Question: A painting sold for $220 in 1976 and was sold again in 1986 for $466. Assume that the growth in the…

A painting sold for $220 in 1976 and was sold again in 1986 for $466. Assume that the growth in the value V of the collector’s item was exponential.

a) Find the value k of the exponential growth rate. Assume V_0 = 220. k = 0.075 (Round to the nearest thousandth.) b) Find the exponential growth function in terms of t, where t is the number of years since 1976. V(t) = 220 * e^(0.075t) c) Estimate the value of the painting in 2005. $ (Round to the nearest dollar.)

Solution

a) To find the value \( k \) of the exponential growth rate, we use the formula for exponential growth: \[ V(t) = V_0 \cdot e^{kt} \] We know \( V_0 = 220 \), \( V(t) = 466 \), and \( t = 10 \) years (from 1976 to 1986).

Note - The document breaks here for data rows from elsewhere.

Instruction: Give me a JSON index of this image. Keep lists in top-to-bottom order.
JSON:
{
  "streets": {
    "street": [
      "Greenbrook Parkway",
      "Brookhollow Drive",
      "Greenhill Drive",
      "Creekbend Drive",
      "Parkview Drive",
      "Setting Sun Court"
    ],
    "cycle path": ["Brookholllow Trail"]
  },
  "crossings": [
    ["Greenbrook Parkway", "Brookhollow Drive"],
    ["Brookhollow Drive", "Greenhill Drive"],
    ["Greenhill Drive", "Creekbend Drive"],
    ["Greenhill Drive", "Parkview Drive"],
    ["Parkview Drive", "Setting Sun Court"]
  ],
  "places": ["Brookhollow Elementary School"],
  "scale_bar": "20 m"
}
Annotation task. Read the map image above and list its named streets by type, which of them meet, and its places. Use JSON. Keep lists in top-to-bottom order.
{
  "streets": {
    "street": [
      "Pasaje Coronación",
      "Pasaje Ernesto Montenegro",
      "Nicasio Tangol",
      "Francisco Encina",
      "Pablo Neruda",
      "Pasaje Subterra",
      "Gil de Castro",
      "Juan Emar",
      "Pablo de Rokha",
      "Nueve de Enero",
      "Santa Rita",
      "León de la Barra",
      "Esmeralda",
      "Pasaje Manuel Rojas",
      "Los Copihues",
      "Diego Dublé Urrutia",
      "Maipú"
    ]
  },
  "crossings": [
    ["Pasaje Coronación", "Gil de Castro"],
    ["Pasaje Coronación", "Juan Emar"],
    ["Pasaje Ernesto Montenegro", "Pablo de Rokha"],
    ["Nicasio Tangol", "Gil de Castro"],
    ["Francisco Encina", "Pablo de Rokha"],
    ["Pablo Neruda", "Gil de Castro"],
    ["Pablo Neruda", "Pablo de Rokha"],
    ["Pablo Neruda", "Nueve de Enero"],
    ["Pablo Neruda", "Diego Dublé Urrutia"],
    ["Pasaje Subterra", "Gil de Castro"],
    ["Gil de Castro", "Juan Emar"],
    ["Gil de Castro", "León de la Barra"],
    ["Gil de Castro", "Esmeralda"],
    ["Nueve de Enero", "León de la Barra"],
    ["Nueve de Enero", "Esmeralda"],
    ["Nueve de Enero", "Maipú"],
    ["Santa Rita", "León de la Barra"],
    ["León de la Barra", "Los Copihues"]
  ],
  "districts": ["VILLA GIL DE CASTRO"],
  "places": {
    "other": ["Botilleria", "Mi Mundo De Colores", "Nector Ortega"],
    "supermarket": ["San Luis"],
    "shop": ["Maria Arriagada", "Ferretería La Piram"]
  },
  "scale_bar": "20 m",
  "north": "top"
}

Plug these values into the equation: \[ 466 = 220 \cdot e^{10k} \] Divide both sides by 220: \[ e^{10k} = \frac{466}{220} \] Take the natural logarithm on both sides: \[ 10k = \ln \left(\frac{466}{220}\right) \] Solve for \( k \): \[ k = \frac{\ln \left(\frac{466}{220}\right)}{10} \approx 0.075 \] b) The exponential growth function in terms of \( t \) is: \[ V(t) = 220 \cdot e^{0.075t} \] c) To estimate the value of the painting in 2005, calculate \( V(29) \) since 2005 is 29 years after 1976: \[ V(29) = 220 \cdot e^{0.075 \times 29} \] Calculate the exponent: \[ V(29) \approx 220 \cdot e^{2.175} \] Calculate the value: \[ V(29) \approx 220 \cdot 8.814 \] \[ V(29) \approx 1939 \] Therefore, the estimated value of the painting in 2005 is \$1939.